Scan the entries below for "lineWidth" and copy each line that holds it.

#### Given information

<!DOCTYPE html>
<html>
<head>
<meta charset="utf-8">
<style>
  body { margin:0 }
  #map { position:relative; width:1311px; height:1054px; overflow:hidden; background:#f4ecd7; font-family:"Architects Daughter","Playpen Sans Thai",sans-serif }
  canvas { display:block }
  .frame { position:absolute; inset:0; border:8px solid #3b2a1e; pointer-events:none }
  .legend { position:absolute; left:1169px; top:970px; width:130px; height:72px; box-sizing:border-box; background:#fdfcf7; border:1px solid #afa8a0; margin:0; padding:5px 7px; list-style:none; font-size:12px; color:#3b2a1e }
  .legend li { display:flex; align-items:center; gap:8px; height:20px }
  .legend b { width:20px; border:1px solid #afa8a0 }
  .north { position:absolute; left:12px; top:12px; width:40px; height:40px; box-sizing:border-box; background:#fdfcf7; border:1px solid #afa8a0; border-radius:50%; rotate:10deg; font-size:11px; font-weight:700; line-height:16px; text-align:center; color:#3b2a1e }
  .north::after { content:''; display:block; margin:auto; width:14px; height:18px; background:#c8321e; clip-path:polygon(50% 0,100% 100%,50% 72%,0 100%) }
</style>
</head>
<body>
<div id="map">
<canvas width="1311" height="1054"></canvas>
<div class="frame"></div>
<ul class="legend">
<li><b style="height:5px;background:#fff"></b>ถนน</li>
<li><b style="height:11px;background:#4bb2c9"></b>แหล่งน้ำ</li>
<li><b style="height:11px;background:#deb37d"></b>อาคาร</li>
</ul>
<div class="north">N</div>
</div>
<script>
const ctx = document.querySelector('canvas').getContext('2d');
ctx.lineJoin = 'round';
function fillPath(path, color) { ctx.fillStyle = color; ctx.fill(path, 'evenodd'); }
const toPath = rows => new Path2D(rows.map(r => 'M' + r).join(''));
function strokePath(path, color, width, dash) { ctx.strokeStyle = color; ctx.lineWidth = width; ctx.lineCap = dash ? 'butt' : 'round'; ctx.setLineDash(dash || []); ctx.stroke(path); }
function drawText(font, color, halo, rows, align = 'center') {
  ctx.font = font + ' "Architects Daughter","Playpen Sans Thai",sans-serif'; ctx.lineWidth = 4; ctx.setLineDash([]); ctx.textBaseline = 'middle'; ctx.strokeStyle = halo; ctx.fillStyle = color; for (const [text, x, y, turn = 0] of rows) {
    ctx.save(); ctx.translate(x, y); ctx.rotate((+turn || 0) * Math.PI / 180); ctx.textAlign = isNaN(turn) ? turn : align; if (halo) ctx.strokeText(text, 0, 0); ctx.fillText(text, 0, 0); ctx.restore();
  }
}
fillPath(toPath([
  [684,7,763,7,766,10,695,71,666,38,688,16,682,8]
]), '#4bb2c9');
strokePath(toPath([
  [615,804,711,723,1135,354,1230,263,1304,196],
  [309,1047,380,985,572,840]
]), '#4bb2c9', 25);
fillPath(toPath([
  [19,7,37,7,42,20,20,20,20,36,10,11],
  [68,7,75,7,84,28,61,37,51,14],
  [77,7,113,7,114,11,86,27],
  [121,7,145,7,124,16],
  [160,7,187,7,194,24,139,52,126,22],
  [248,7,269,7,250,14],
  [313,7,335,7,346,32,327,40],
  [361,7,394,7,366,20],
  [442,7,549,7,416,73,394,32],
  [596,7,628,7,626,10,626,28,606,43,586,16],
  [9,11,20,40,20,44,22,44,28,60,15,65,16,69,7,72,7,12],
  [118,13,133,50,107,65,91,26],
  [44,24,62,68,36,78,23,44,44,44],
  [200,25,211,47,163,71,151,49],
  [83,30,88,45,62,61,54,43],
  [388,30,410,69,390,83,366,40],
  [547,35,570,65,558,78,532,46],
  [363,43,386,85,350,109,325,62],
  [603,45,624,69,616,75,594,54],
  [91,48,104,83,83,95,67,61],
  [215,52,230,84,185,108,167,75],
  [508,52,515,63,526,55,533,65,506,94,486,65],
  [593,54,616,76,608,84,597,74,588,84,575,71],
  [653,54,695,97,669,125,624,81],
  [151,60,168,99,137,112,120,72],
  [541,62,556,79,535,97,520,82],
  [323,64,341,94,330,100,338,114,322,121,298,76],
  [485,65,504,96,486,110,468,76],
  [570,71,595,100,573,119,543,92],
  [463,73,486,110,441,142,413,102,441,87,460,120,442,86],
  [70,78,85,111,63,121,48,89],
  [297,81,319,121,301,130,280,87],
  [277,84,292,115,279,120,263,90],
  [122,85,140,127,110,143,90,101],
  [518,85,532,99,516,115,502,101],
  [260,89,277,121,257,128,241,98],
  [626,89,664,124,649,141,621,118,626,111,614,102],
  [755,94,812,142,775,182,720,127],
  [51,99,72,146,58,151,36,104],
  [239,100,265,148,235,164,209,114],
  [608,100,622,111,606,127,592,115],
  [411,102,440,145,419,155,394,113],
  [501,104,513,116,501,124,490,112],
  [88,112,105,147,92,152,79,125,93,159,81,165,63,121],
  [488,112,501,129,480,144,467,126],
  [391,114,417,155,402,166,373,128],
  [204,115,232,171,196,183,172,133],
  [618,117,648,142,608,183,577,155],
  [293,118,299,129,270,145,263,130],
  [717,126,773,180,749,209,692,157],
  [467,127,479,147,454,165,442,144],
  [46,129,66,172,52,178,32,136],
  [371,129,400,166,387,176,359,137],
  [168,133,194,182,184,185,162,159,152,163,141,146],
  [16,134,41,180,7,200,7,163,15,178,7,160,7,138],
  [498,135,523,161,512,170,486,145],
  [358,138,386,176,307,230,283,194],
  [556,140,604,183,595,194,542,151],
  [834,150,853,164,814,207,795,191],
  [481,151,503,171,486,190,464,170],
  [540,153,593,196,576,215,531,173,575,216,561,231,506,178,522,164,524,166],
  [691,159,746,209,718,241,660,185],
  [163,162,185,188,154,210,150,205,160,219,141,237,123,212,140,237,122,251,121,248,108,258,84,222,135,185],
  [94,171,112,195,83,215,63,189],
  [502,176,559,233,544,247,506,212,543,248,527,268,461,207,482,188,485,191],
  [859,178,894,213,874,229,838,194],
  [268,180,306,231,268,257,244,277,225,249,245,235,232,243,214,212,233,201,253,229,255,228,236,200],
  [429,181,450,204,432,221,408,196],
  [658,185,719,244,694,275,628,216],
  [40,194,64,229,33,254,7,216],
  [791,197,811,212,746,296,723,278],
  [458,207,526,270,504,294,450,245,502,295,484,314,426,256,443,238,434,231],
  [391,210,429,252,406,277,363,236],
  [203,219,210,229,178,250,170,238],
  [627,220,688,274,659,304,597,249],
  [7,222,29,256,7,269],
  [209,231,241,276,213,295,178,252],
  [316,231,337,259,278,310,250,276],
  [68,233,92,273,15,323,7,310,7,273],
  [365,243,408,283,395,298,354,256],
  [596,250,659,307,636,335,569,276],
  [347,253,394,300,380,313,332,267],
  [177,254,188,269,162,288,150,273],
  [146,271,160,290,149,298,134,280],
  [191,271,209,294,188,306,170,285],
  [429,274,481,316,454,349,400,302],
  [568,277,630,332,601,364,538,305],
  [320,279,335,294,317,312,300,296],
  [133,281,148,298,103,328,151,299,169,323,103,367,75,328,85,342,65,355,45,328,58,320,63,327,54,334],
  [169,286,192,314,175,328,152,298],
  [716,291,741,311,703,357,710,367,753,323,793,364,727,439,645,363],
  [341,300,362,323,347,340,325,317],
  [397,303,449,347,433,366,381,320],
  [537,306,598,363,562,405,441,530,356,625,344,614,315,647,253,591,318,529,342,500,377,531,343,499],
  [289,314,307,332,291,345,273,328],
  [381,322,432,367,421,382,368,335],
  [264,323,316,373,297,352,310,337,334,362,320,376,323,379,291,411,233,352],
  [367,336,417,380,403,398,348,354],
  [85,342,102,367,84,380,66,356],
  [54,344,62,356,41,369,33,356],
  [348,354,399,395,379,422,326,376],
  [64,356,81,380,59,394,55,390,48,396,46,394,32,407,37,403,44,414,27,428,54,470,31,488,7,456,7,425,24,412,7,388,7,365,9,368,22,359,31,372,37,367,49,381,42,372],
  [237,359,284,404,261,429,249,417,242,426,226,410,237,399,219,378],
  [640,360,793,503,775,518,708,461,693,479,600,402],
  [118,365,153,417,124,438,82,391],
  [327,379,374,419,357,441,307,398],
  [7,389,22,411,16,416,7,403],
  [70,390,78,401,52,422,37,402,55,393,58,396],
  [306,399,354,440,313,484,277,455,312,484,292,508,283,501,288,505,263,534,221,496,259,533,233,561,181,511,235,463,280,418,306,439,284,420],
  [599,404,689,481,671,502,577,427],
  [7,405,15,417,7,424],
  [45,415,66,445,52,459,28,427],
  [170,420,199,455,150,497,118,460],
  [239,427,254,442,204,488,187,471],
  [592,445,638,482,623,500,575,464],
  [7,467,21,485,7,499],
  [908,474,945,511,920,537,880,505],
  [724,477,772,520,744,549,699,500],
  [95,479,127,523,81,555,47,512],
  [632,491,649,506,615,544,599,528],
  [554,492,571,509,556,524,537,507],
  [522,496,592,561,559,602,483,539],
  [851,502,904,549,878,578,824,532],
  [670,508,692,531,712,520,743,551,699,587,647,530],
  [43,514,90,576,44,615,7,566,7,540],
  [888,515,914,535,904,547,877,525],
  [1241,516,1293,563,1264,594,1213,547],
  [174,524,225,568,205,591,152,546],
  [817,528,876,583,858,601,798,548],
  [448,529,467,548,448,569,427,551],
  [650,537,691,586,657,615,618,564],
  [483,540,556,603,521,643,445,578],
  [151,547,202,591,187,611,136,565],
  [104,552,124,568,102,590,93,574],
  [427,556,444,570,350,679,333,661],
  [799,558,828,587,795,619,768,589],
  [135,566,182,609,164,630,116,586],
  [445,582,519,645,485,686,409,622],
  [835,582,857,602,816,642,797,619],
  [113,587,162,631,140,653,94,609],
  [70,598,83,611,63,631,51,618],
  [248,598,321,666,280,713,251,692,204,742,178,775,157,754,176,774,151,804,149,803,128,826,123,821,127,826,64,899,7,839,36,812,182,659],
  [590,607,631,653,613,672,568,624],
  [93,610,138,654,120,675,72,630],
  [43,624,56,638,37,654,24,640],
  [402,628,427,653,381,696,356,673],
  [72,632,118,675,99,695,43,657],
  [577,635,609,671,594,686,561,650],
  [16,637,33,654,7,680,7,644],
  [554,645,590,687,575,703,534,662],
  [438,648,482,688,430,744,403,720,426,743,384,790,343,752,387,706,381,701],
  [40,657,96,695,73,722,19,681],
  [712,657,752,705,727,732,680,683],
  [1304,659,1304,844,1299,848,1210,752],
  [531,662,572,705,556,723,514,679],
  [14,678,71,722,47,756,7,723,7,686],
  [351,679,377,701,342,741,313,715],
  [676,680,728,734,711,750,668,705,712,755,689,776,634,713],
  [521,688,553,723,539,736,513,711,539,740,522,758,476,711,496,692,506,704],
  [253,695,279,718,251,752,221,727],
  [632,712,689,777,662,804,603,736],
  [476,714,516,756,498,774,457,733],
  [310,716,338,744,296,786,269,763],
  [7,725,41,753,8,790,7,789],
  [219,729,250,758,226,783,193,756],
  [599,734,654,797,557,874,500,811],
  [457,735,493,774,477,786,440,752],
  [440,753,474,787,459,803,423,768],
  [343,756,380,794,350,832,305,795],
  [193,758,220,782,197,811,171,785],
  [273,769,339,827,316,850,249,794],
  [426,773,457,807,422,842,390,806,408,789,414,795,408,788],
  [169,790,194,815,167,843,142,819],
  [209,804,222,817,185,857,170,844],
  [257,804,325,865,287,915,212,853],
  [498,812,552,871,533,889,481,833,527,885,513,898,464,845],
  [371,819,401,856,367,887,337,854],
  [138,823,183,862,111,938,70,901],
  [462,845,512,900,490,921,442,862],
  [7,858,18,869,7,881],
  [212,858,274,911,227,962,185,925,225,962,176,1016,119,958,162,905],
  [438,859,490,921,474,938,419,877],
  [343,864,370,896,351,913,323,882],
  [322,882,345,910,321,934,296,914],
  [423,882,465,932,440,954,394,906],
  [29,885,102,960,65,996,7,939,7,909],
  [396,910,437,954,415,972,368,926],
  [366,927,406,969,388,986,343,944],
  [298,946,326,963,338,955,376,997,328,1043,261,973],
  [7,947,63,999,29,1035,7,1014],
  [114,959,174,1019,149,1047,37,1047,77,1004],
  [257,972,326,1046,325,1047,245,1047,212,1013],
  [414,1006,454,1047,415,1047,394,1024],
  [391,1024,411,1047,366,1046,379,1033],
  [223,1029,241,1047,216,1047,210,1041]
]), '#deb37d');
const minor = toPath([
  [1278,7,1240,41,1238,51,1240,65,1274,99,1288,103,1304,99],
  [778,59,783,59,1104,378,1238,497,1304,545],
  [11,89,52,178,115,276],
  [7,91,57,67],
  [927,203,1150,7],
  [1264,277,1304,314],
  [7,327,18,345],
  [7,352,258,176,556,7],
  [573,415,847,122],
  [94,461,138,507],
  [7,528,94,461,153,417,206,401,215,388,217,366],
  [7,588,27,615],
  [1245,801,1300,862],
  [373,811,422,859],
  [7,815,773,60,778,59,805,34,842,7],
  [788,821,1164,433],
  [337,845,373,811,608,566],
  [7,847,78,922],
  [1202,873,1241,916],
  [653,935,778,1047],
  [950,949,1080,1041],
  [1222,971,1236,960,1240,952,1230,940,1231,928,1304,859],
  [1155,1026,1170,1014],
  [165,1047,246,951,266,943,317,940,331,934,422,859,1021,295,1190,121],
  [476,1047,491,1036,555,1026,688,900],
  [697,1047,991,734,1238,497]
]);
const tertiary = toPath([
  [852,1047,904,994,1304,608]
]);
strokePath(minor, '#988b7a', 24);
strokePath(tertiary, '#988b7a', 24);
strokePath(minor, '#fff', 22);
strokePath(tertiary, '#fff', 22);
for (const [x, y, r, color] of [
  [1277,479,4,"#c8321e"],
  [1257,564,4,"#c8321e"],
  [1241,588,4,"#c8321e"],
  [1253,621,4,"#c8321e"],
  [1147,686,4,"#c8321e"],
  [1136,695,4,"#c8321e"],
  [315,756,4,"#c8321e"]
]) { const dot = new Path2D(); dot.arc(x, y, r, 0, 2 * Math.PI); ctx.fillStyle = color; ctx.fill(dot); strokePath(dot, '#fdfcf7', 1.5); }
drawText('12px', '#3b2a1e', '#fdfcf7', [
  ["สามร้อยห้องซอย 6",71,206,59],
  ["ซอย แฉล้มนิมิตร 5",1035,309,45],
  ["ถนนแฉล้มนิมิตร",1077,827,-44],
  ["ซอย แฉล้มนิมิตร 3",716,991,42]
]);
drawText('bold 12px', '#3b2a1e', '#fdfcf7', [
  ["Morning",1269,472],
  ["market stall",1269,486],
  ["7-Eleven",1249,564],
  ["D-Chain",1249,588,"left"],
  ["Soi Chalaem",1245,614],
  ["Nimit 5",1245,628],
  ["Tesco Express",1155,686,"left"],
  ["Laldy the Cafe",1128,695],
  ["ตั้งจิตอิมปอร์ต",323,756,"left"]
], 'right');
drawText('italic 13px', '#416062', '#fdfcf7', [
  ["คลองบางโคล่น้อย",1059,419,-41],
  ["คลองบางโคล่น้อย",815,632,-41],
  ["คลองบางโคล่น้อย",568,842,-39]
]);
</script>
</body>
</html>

########

Response to this task —
function strokePath(path, color, width, dash) { ctx.strokeStyle = color; ctx.lineWidth = width; ctx.lineCap = dash ? 'butt' : 'round'; ctx.setLineDash(dash || []); ctx.stroke(path); }
  ctx.font = font + ' "Architects Daughter","Playpen Sans Thai",sans-serif'; ctx.lineWidth = 4; ctx.setLineDash([]); ctx.textBaseline = 'middle'; ctx.strokeStyle = halo; ctx.fillStyle = color; for (const [text, x, y, turn = 0] of rows) {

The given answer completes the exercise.